#### [What to do]
Lines below containing the word "edge" should be copied out.

#### [Input for this task]
# # # # #

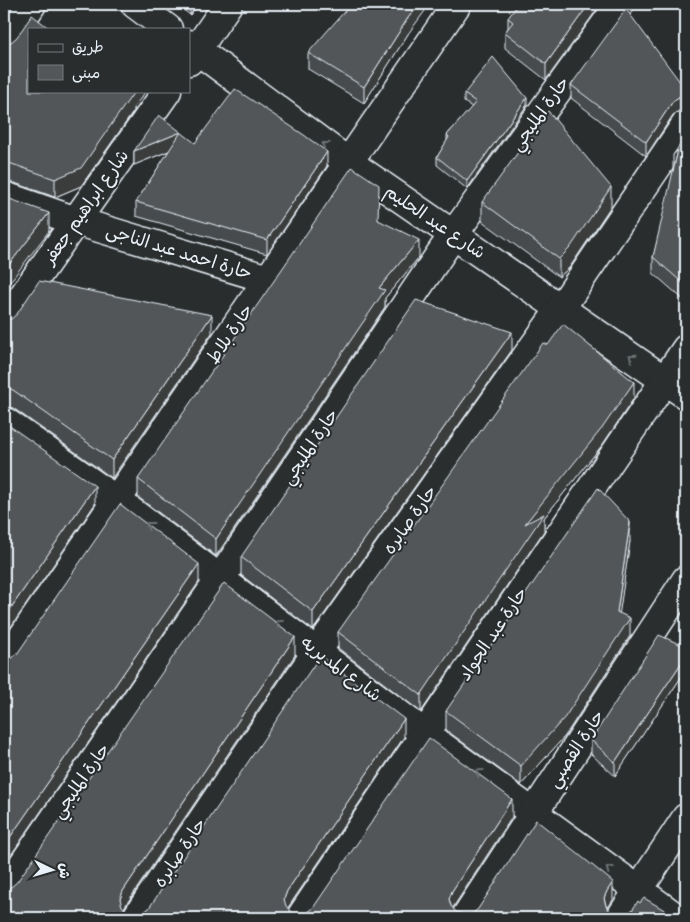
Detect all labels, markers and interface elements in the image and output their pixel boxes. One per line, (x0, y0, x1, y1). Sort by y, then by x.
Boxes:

# # # # #

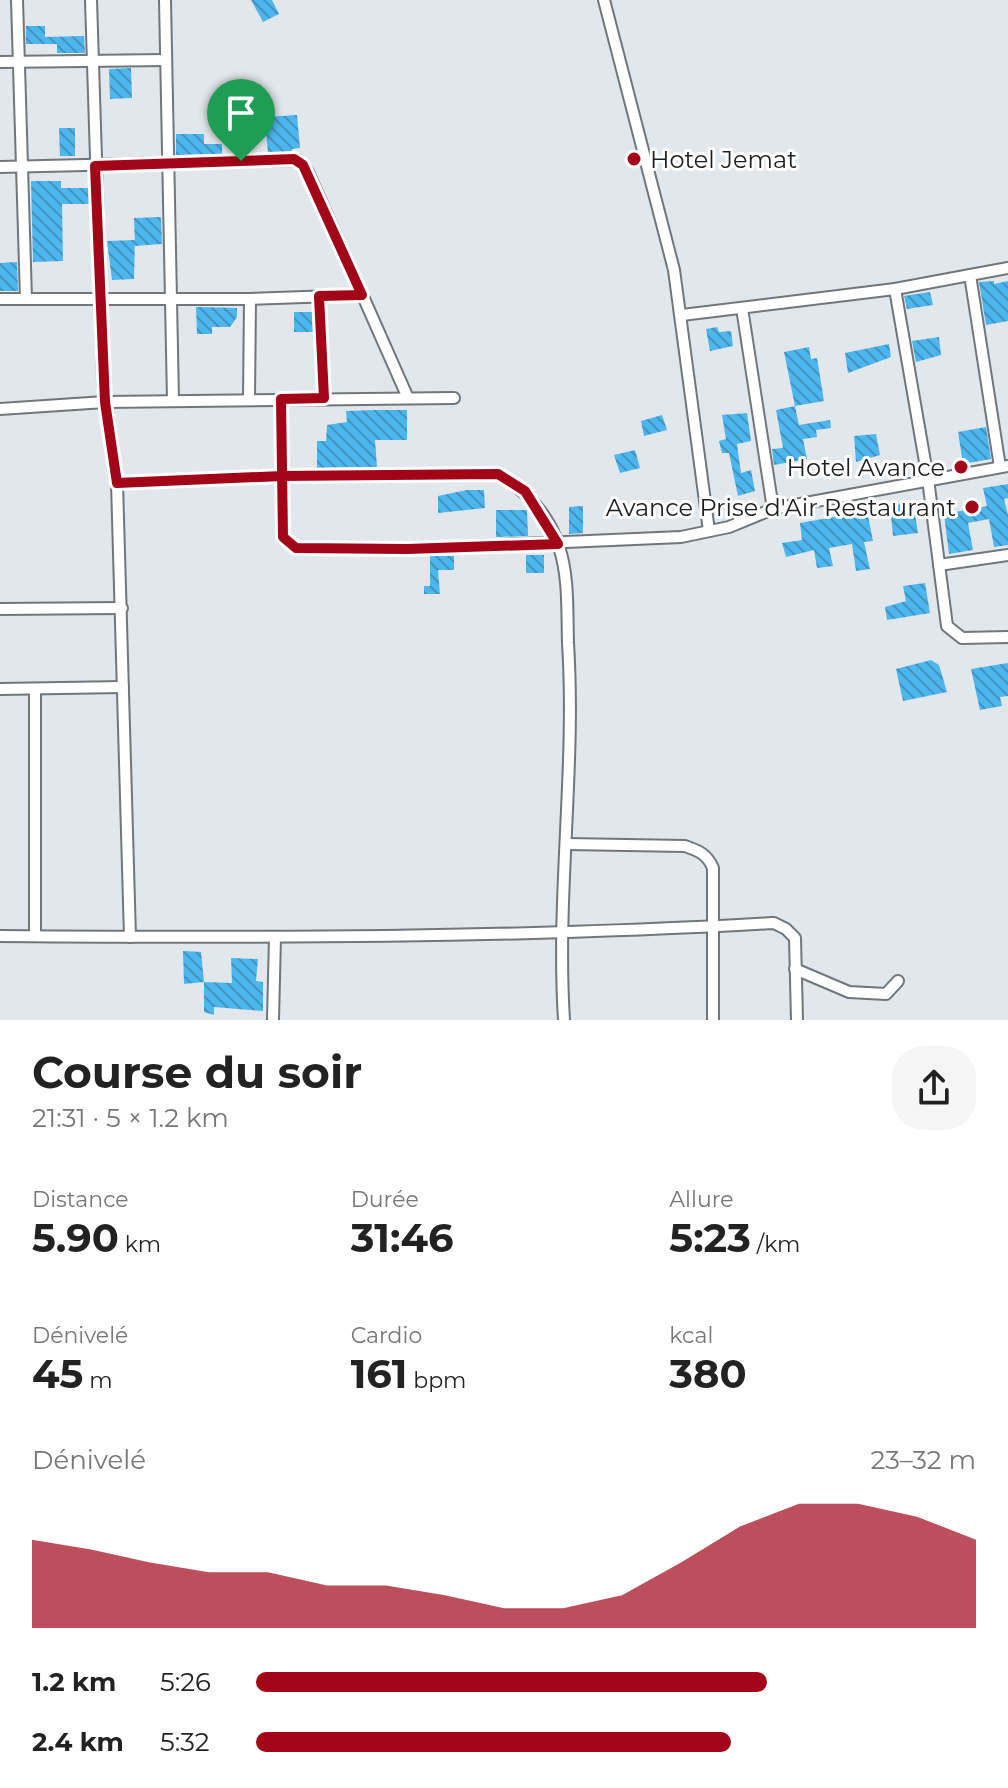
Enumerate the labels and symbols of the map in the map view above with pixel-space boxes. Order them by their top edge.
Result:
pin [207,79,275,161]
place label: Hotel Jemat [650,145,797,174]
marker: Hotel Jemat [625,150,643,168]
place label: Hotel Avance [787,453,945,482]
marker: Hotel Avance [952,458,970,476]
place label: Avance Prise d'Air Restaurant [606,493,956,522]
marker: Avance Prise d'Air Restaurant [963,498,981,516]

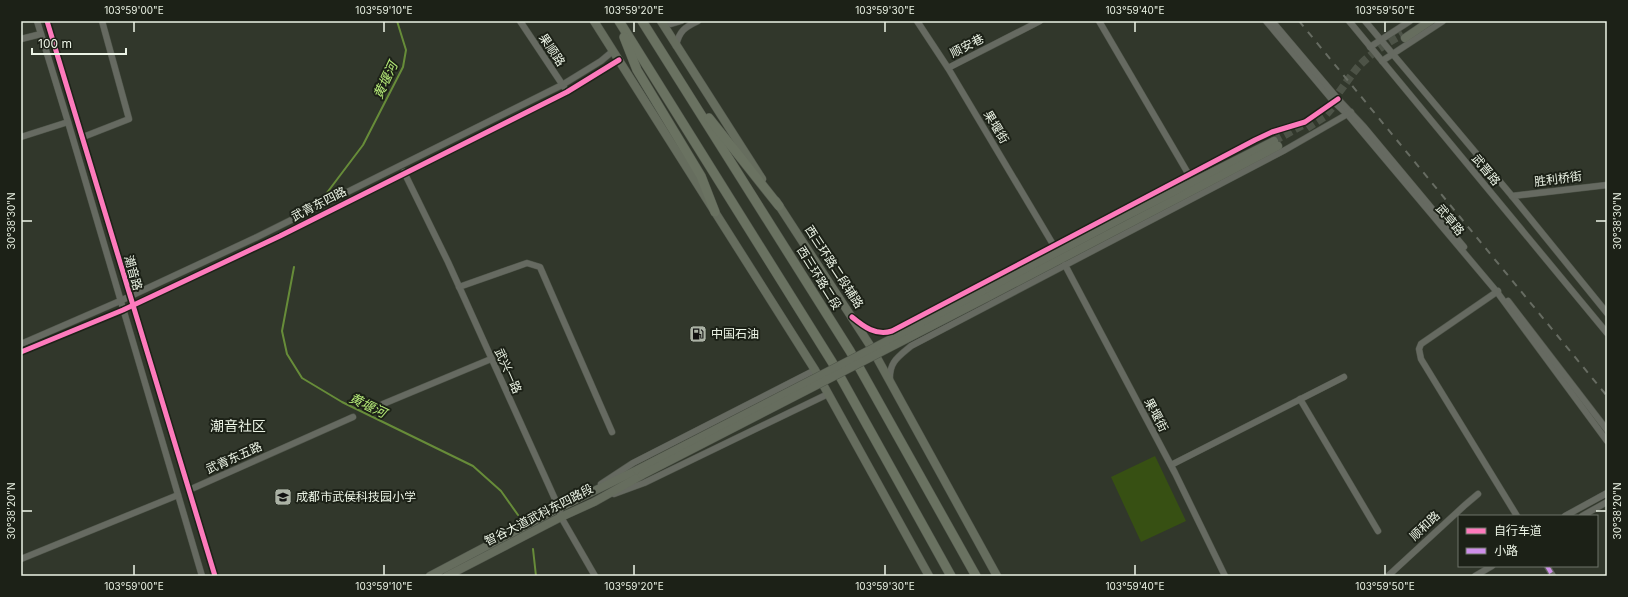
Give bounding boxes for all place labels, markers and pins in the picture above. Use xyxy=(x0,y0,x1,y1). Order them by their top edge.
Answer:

# # # # #

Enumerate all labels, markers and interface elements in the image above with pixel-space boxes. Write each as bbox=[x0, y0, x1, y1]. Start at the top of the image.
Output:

# # # # #

#### [Answer to this exercise]
Enumerate the labels and symbols of the map in the map view above with pixel-space boxes. Order them by their top edge.
Give bounding boxes for all place labels, markers and pins in the picture above. Use xyxy=(x0,y0,x1,y1). Order them by their top edge.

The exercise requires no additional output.